Monday, June 28, 2010

Europe Ahead: Eyes on Services Data in the Euro Zone and U.K.

After the release of manufacturing data in the euro zone and U.K. earlier this week, today eyes are on services, the largest sector in most European economies, to appraise the performance of the expected growth forecasts in the second quarter.

In the euro zone manufacturing sector's expansion slowed down as it came in at 55.8 in May from 57.6 in April, while German manufacturing inched up to 58.4 in May from 58.3.

PMI services for May final reading is expected to remain at 56.0 and 53.7 in the euro area and Germany respectively. Also, PMI composite for the euro zone is predicted to linger at 56.2.

Following the remarkable improvement in these leading sectors, after contracting during the recession, the pace of progress stared to ease amid the debt woes and rising unemployment in the euro area.

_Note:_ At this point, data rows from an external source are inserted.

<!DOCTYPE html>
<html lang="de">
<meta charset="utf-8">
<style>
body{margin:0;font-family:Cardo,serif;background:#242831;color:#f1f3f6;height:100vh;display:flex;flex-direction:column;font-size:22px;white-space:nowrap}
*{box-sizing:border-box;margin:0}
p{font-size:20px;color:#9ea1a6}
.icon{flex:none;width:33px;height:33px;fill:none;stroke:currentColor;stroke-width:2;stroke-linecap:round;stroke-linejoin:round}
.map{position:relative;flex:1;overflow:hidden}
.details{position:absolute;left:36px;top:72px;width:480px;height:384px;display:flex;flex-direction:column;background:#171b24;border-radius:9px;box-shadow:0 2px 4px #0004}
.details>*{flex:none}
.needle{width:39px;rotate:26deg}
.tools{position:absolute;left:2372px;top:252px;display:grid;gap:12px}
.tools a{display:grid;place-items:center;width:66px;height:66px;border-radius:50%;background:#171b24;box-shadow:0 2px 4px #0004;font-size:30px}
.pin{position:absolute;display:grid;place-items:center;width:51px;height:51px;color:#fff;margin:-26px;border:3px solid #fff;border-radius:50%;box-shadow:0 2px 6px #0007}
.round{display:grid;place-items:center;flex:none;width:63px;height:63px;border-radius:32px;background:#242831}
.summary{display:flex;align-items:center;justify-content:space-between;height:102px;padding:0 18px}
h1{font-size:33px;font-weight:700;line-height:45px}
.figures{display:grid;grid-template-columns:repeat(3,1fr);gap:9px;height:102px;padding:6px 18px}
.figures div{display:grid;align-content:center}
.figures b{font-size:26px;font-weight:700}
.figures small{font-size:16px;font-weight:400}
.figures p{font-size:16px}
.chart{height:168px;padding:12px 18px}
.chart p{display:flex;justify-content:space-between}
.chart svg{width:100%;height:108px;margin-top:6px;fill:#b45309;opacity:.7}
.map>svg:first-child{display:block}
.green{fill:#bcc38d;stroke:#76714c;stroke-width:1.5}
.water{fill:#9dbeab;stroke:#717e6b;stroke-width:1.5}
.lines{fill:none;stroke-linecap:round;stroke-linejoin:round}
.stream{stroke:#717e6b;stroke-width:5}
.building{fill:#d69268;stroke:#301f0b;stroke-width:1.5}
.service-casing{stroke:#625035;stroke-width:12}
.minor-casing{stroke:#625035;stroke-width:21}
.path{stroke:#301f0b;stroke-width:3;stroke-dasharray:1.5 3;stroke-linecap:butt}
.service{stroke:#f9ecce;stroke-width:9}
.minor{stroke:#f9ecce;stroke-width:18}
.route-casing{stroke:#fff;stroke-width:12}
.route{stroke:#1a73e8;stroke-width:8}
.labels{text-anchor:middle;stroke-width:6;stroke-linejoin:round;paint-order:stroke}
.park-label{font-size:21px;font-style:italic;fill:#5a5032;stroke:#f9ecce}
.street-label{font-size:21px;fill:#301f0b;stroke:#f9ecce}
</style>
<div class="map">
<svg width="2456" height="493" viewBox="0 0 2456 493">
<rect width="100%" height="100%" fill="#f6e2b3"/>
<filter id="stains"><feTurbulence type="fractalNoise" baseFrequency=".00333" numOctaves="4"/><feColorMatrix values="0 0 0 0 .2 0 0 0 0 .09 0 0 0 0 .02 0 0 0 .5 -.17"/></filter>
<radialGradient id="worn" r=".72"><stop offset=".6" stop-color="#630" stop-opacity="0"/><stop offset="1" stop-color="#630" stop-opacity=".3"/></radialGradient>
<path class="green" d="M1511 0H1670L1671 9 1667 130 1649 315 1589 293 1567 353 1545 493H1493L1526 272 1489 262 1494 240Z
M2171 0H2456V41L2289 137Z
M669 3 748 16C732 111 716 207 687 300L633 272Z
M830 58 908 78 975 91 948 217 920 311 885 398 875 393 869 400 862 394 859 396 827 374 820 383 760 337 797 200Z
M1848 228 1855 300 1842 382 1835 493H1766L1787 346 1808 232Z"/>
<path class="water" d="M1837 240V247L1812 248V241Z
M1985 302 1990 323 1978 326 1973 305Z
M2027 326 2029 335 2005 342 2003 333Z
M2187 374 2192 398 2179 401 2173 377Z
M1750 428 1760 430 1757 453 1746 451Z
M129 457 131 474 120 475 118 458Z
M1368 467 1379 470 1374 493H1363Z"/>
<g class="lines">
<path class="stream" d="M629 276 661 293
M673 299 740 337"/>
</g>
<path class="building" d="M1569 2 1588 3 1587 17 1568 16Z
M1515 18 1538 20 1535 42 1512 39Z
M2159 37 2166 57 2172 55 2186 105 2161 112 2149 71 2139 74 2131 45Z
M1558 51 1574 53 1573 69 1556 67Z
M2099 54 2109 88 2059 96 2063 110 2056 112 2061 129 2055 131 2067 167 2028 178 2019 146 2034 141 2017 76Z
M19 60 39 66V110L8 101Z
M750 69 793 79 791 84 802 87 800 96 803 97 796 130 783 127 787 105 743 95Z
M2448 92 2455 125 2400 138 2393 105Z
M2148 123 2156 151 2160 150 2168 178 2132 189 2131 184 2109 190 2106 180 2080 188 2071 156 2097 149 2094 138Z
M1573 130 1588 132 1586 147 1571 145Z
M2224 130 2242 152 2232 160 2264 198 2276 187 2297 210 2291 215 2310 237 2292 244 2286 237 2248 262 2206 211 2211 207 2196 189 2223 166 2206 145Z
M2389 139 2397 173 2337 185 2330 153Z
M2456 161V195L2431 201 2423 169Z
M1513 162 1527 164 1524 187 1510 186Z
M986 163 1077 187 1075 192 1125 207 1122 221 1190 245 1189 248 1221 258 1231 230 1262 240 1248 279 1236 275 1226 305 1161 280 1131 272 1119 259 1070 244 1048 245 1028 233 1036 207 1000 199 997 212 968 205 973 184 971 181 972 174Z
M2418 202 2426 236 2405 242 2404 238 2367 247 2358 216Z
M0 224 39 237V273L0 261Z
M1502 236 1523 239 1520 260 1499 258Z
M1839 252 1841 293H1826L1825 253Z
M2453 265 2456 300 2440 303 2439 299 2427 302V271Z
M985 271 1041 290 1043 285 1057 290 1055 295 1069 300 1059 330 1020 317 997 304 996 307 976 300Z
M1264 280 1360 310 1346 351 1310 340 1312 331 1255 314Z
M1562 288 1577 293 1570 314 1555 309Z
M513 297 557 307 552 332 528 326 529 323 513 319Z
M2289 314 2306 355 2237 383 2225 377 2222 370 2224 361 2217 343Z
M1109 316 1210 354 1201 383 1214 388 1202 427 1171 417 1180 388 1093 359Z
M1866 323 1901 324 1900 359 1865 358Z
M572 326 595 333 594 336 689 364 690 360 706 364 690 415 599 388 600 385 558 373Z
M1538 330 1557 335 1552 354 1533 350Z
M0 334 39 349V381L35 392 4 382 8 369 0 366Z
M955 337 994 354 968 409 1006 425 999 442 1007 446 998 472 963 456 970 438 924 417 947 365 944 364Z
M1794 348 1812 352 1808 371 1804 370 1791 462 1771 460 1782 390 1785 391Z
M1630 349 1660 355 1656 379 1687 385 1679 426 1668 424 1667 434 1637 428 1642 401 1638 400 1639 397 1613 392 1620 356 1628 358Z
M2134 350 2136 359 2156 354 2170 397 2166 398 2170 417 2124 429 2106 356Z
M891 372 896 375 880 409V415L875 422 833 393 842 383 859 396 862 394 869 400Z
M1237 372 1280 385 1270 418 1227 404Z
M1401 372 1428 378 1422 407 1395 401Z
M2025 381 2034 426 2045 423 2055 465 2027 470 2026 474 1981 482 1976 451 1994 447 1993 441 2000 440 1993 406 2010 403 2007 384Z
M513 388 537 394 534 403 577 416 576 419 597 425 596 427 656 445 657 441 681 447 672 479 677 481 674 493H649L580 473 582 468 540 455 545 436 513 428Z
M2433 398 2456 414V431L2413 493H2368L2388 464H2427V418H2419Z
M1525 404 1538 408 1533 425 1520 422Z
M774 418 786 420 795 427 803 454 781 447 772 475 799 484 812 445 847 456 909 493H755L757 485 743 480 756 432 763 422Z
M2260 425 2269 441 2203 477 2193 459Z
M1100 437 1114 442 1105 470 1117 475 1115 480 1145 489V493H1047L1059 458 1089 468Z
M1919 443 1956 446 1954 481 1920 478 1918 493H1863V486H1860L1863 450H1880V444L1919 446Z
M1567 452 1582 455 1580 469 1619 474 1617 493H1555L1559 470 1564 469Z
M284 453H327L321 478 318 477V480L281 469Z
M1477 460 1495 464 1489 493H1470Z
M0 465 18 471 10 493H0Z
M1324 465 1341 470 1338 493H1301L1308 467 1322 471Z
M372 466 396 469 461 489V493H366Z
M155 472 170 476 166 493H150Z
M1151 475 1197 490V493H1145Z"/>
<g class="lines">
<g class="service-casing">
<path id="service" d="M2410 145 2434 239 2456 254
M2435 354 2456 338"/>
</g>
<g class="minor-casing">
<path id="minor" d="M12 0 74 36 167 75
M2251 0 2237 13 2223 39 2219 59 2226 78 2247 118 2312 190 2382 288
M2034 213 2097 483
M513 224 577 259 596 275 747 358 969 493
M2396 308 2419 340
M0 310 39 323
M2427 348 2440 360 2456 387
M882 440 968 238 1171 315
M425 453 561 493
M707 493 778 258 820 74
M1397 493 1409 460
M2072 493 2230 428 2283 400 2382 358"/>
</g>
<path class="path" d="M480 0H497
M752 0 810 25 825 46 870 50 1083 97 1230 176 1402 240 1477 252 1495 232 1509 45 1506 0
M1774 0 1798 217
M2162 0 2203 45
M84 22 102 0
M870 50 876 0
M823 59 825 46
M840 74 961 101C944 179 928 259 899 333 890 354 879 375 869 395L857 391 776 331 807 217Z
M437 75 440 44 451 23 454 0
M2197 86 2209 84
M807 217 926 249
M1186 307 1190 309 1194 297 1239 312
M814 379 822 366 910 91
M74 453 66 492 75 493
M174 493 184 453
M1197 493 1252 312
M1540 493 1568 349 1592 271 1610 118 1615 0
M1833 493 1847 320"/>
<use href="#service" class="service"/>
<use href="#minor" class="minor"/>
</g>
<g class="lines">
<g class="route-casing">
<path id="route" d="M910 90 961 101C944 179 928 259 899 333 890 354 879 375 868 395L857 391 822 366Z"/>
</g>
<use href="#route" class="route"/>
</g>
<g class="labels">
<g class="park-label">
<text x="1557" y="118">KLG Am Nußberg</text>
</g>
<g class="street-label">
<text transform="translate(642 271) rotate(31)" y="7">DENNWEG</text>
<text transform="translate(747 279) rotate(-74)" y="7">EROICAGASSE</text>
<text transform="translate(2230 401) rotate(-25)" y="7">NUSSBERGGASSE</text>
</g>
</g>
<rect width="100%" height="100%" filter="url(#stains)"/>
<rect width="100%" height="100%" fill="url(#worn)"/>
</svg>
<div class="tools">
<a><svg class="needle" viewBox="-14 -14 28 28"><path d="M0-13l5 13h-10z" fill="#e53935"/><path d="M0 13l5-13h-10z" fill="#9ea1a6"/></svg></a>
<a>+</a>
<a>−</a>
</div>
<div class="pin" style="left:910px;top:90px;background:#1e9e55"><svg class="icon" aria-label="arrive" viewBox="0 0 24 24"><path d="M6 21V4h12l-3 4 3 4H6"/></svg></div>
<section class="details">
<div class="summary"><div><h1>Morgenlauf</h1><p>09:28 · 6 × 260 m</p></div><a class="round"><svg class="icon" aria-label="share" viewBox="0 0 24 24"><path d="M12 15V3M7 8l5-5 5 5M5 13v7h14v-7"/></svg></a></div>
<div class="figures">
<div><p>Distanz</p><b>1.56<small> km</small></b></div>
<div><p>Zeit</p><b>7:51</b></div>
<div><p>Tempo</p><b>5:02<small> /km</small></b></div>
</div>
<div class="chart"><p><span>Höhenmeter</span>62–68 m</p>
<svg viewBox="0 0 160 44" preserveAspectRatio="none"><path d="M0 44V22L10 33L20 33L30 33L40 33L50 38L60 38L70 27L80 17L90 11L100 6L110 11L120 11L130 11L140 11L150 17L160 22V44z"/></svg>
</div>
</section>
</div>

Trichet said previously that recovery will be gradual is estimated to be sluggish this year, where the economy will weigh upon sales overseas to boost growth, taking advantage of the euro's depreciation against the dollar.

EU officials introduced $1 trillion bailout package to highly indebted countries, more specifically Portugal, Spain, and Italy. In addition, Greece announced yesterday that it is planning to sell stakes in public-owned assets to trim the massive sovereign debt that reached 13.6% of GDP last year. As a result of the debt crisis in the euro area, economic confidence plummeted in May to 98.4 from 100.6, and German business confidence plunged in April.

On the other hand, unemployment in the euro zone inclined to 10.1% in April from 10.0%, the highest in 12 years, led by Spain with 20%. Despite the better-than estimated earnings announced in the first quarter, many companies are still lying off workers to cut costs.

The latest ECB anticipations are referring that the economy will grow 0.8% in 2010, ensuring that the economy will expand at a “moderate” pace and recovery will remain “uneven.”

Moving to the U.K., manufacturing climbed to 58.4 in May, to remain at the highest level in more than 15 years. Recent data has showed that the economy is showing progress; construction surged to 58.5 from 58.2, while today services is estimated to resume expansion to 55.7 in May from 55.3.

However, some analysts expect David Cameron's 6.2 billion pounds spending-cut plan will hurt household's income. Thus, the BoE is keeping interest rate low at 0.50% and leaving APF unchanged at 200 billion pounds to spur recovery.

In addition, the economy is benefiting from the pound's depreciation as it fell to low of 1.4229 in May against the dollar from the month's opening at 1.5334 which is expected to give a lift to exports.

OECD mentioned that the most difficult exam to global economies in the coming period is going to be cutting deficit without hurting growth especially as recovery is still fragile and needs further support from governments and central banks.



Source

Tuesday, June 15, 2010

UK construction sector expands further as mortgage approvals beat estimates

Today the attention is on the UK data which showed that the construction sector beat estimates which hinted the housing sector is improving further as mortgage approvals mark the highest in four months as the weather is heating up in Britain.

PMI construction, which represents nearly 6% of GDP in May climbed to 58.5 from 58.2, surpassing the projected 58.0. The construction sector resumed its expansion which hints that the housing sector is reviving.

It is not just the construction sector that has been showing enhancement, but the manufacturing sector yesterday we witnessed continue to expand while surpassing market expectations.

More news from today, mortgage approvals in April inclined to 49.9 thousand from the revised prior reading of 49.0 from 48.9 thousand which beat the estimated 49.5 thousand.

As the weather is improving and ending the harshest weather since 1979 alongside the transaction cost taxes on houses ending for first-time buyers, helped increase demand on houses, which at the end supported the housing sector.

Hometrack Ltd. which are property researchers, said that the new plan by Prime Minister David Cameron to cut spending by 6.2 billion pounds will hurt household's income and negatively affect housing activity.

For more news today, net consumer credit dor April fell 0.1 billion pounds from the revised previous 0.1 from 0.3 billion pounds while net lending secured on dwellings rose to 0.5 billion pounds from the revised prior of 0.2 from 0.3 billion pounds.

As the BoE continues to leave interest rates low at 0.50%, banks are holding back lending as a way to restructure their balance sheets after the worst financial crisis since the Great Depression had weighed on the strength of the nation heavily.

Officials are not worried about the housing sector as much as they are worried about the debt crisis in the nation, as they have the highest budget deficit since WWII, which is why officials are working around the clock to contain the debt before it threatens the economic recovery even further.